=== PROMPT ===
Lines from the beginning of the data below through the one containing "Task: Transcribe the" are to be printed exactly as they appear.
══════════════════════════════
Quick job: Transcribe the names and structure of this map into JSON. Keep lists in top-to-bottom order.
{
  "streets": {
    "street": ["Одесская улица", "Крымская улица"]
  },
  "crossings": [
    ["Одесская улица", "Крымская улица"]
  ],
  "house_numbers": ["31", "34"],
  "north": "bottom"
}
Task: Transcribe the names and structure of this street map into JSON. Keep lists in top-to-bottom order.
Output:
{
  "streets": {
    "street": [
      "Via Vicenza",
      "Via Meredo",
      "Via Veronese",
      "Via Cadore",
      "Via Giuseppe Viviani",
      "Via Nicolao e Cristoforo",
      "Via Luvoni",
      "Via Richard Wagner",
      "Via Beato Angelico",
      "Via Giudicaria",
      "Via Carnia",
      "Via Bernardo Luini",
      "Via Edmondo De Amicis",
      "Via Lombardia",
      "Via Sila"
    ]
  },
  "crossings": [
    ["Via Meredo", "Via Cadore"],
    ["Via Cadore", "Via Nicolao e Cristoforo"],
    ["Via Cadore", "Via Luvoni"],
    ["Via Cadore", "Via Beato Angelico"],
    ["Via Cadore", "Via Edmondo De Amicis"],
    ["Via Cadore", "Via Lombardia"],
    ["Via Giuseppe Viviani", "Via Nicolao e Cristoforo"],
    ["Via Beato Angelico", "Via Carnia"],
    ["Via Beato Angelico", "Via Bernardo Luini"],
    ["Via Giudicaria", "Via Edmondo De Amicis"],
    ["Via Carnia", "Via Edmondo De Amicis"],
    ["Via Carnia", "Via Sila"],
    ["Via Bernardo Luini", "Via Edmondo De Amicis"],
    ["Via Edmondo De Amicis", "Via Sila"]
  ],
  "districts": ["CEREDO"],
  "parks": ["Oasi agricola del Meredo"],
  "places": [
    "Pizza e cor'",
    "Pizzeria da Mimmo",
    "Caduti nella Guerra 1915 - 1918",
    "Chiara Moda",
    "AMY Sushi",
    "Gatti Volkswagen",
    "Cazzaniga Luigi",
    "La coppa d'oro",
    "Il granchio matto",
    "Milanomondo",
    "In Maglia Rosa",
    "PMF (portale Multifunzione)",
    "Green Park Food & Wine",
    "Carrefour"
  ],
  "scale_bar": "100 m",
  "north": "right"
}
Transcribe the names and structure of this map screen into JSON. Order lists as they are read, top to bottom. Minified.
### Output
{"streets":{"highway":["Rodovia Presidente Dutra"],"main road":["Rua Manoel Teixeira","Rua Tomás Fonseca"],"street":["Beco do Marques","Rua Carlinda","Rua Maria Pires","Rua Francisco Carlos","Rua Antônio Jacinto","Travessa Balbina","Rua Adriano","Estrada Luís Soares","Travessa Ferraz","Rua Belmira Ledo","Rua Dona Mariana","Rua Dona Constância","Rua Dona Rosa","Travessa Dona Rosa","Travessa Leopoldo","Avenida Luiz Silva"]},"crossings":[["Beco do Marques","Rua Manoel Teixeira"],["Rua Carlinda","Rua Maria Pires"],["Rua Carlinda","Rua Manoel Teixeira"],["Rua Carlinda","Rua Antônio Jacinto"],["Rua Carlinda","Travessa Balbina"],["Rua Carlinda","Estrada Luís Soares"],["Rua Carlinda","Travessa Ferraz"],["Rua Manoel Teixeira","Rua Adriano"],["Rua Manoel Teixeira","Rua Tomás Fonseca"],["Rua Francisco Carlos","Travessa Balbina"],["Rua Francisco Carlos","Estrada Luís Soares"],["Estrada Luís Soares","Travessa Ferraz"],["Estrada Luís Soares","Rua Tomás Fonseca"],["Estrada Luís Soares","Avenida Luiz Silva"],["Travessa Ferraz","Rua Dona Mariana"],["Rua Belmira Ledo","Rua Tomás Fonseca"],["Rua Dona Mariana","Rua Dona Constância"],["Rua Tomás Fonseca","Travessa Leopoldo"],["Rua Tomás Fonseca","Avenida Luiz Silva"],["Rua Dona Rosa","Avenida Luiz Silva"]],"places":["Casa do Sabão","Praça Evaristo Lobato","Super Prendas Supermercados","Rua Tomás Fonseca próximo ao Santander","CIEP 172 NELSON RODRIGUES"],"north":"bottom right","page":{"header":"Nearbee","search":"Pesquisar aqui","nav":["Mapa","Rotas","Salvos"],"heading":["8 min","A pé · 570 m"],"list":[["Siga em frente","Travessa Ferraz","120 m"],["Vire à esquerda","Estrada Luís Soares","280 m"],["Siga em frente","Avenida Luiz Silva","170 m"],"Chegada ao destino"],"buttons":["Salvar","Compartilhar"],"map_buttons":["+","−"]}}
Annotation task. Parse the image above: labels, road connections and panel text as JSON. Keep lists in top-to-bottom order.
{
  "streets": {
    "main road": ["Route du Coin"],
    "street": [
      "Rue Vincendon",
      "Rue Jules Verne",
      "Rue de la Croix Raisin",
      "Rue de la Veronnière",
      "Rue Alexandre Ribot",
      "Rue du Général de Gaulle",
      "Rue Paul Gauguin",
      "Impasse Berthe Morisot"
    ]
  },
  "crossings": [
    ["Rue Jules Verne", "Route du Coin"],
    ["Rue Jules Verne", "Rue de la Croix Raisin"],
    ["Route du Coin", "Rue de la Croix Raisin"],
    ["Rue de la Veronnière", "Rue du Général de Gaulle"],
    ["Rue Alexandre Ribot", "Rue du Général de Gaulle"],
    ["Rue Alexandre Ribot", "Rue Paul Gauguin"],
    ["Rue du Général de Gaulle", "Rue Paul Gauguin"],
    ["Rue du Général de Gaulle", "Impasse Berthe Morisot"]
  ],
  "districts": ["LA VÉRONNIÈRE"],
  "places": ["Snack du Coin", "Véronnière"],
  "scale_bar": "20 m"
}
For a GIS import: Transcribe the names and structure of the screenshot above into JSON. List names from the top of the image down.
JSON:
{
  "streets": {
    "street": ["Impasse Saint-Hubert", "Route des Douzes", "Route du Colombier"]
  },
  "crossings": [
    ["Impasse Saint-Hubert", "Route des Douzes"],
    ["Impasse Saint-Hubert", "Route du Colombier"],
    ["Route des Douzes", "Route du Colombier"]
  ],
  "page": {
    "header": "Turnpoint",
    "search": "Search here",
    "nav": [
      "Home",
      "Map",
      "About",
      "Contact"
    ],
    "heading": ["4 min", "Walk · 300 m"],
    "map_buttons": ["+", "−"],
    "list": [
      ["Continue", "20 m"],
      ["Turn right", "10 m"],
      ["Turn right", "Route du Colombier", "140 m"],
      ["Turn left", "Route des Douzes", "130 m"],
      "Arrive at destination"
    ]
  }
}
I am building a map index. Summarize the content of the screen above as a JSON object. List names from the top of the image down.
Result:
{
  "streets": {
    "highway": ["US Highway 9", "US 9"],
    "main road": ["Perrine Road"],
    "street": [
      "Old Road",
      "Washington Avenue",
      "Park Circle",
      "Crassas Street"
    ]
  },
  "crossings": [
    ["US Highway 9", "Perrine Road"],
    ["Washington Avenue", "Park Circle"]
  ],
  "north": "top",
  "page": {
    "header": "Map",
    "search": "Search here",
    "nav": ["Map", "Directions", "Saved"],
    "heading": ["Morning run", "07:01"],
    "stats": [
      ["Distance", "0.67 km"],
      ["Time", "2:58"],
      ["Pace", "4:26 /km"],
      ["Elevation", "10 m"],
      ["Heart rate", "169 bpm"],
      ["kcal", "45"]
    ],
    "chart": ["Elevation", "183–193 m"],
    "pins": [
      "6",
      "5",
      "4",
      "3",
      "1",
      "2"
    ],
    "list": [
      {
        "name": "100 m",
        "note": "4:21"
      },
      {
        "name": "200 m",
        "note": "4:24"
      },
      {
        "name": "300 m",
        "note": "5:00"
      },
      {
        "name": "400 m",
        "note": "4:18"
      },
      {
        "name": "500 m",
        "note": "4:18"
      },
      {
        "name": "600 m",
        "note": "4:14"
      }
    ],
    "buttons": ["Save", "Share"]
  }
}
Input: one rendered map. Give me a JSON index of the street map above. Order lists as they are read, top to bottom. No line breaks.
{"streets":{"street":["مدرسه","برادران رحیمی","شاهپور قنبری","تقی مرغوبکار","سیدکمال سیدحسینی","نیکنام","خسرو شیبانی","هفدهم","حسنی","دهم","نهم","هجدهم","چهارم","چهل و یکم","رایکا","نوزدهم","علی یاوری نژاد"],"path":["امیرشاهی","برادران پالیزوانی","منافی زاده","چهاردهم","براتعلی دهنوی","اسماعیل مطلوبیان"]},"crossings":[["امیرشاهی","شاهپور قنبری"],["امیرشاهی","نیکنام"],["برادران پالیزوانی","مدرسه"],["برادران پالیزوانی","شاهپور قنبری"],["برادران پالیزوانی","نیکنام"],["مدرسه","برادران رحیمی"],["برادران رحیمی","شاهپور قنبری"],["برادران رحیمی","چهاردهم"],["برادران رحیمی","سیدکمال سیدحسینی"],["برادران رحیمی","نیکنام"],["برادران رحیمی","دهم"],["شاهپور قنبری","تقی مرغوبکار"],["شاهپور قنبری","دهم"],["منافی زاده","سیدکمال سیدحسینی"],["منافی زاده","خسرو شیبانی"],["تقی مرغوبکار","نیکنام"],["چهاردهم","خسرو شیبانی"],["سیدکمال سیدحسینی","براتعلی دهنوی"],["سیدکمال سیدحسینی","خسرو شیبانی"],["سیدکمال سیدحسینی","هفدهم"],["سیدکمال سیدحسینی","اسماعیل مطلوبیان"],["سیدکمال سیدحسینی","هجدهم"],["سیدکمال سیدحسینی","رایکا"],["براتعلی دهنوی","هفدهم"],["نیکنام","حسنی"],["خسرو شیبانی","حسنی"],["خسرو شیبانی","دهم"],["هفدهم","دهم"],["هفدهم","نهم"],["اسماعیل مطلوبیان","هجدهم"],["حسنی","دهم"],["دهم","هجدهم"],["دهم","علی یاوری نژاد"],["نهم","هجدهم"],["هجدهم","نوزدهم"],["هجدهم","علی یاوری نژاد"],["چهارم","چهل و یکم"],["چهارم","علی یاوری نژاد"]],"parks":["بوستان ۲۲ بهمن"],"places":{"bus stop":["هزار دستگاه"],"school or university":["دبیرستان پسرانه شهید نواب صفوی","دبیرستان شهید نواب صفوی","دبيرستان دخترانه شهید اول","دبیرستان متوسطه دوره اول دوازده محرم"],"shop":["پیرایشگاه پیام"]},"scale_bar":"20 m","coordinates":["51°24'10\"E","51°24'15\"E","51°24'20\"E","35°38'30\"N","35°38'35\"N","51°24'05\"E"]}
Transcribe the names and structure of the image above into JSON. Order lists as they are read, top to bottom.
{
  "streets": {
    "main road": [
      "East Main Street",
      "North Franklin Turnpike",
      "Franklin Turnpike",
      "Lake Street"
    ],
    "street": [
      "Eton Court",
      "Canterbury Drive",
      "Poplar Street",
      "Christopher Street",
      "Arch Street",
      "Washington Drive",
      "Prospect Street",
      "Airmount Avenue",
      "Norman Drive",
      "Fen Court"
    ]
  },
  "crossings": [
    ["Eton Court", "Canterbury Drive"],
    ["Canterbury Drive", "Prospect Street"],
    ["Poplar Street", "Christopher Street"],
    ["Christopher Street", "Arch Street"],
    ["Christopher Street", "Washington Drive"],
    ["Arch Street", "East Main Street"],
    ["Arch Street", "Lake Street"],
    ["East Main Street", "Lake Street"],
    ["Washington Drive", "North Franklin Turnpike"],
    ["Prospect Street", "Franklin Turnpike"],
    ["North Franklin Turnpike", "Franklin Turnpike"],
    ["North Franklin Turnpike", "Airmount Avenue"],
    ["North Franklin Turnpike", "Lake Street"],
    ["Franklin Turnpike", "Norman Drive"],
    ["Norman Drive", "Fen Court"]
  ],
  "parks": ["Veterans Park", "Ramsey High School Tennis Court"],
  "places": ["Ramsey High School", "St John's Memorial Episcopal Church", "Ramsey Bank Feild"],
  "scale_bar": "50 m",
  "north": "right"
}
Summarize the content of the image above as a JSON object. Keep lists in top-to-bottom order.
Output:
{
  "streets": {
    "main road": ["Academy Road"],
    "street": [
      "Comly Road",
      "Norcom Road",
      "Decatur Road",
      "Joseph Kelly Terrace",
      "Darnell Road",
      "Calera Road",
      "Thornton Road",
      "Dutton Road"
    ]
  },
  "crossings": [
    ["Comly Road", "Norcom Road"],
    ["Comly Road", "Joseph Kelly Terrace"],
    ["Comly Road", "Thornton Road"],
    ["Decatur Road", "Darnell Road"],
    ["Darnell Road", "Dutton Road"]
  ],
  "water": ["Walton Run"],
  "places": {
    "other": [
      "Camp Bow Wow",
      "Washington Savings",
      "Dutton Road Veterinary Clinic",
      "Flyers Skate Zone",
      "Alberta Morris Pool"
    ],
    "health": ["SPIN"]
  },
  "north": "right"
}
══════════════════════════════
=== ANSWER FOR THE TASK ===
Quick job: Transcribe the names and structure of this map into JSON. Keep lists in top-to-bottom order.
{
  "streets": {
    "street": ["Одесская улица", "Крымская улица"]
  },
  "crossings": [
    ["Одесская улица", "Крымская улица"]
  ],
  "house_numbers": ["31", "34"],
  "north": "bottom"
}
Task: Transcribe the names and structure of this street map into JSON. Keep lists in top-to-bottom order.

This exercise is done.